Technology, specifically software, has long been a compelling interest for me. My main platform interests are operating systems of the Unix heritage, such as Linux and Mac OS X. My software engineering specialty is the Java programming language.

Linux mostly follows the System V style of Unix. It is provided by all sorts of people and runs on just about anything that has a chip. I use the Fedora distro, which benefits from excellent community support via Fedora Forum. Linux Today is a useful, if tacky, source of Linux news. Slashdot is important discussion pit for new technology, especially if it's open source. In many ways, Digg is better; both have idiotic user comments. Unix people have to choose between emacs and vi; I've made my choice. Another useful tool, Whois Source, tells you all about domains.

World domination.
World domination.

Linux is open source, and open source software is generally more attractive to me than closed software. Proprietary software is routinely burdened with 'features' that benefit only the makers, not the users. They tend to be buggier, less secure, and more hidebound than their open equivalents. (See my paper on the open model if you want to understand why this is so.) Not to mention, closed software costs a whole lot more to legally obtain. Mozilla's Firefox is the cross-platform, open-source browser of choice, and MozillaZine has news about all the Mozilla-based projects. NetCraft gives you an idea of what software runs the Web.

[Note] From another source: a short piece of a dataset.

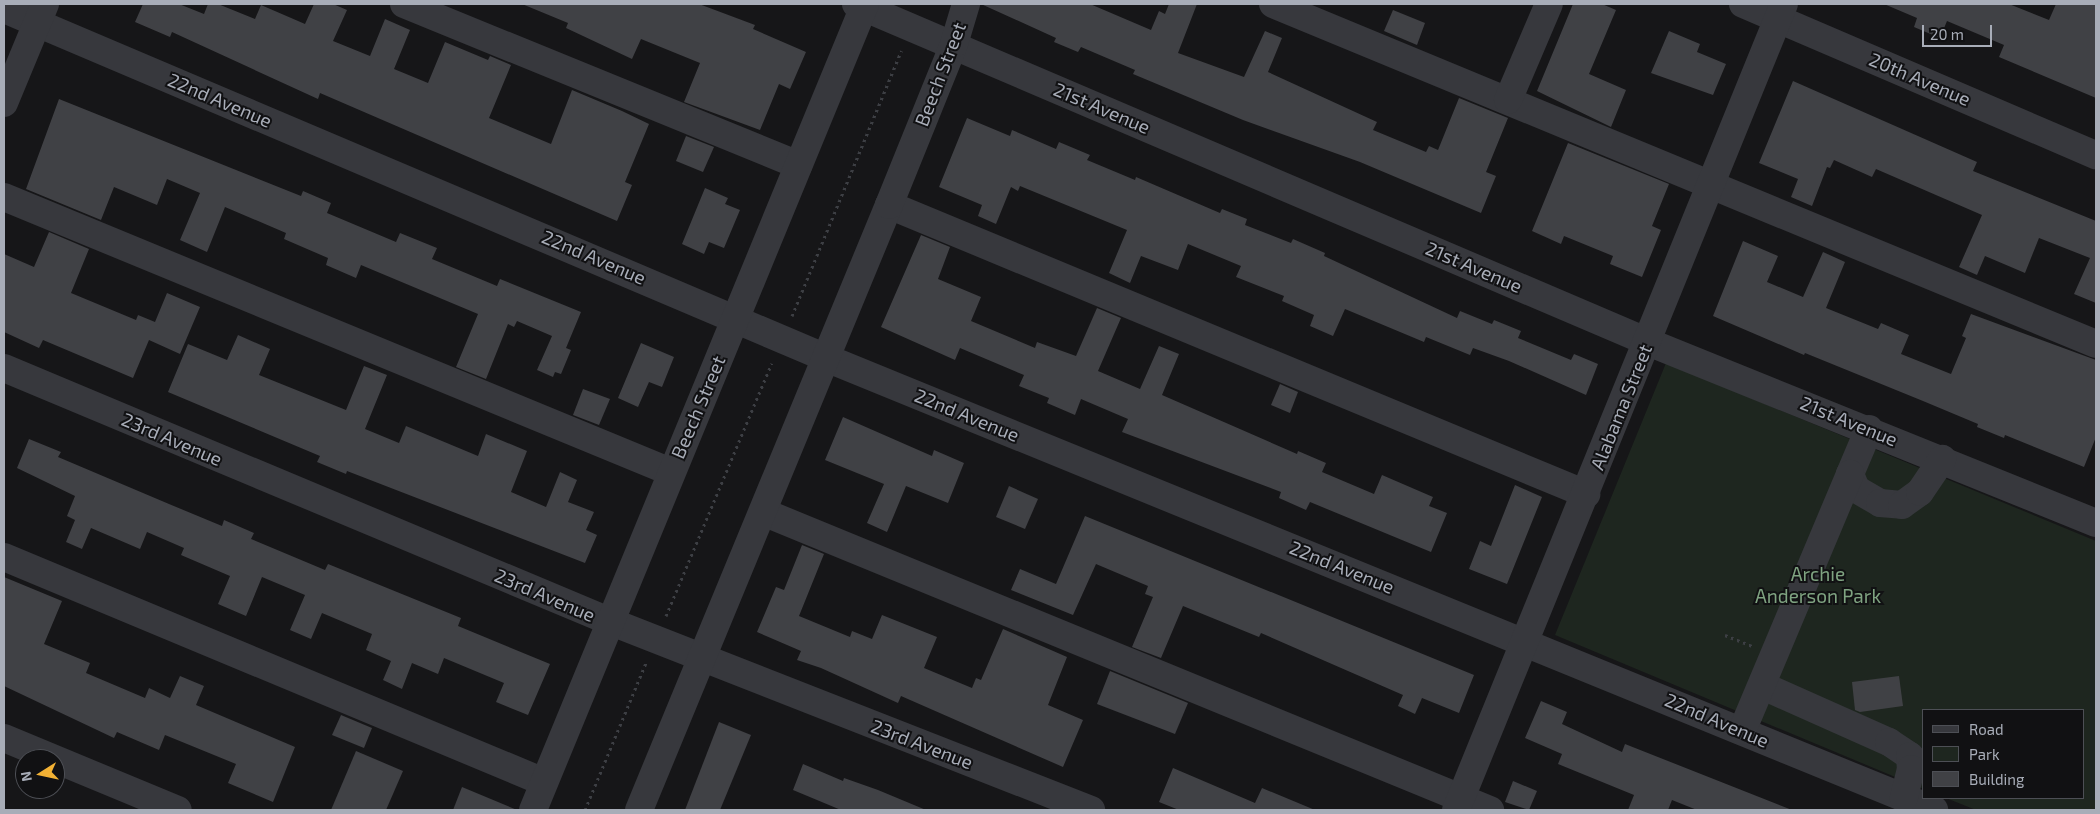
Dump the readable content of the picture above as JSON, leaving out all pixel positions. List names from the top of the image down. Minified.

MacOS X is part of the BSD lineage of Unix. Apple provides OS X and the hardware that runs it. OS X is basically a port of NEXTSTEP to the Macintosh hardware architecture, combined with services that provide backward compatibility to the original MacOS platform. Stepwise remembers this. Rumor sites such as MacRumors and ThinkSecret feed the fanatic Mac urge to know what's around the corner. MacSlash functions as a forum to share news about OS X. Wired has always had a soft spot for Macs, and it shows in their reporting. MIT Technology Review keeps an eye on all emerging technologies.

Java is a programming language and a platform. The official Java site gives you a starting point to all the key APIs with a heavy dose of annoying Sun marketing. The Java Programmer's FAQ answers some common questions about programming in Java. I wrote a diatribe against the Java keyword 'final'. Freenet is a highly secure Java-based peer-to-peer information sharing system.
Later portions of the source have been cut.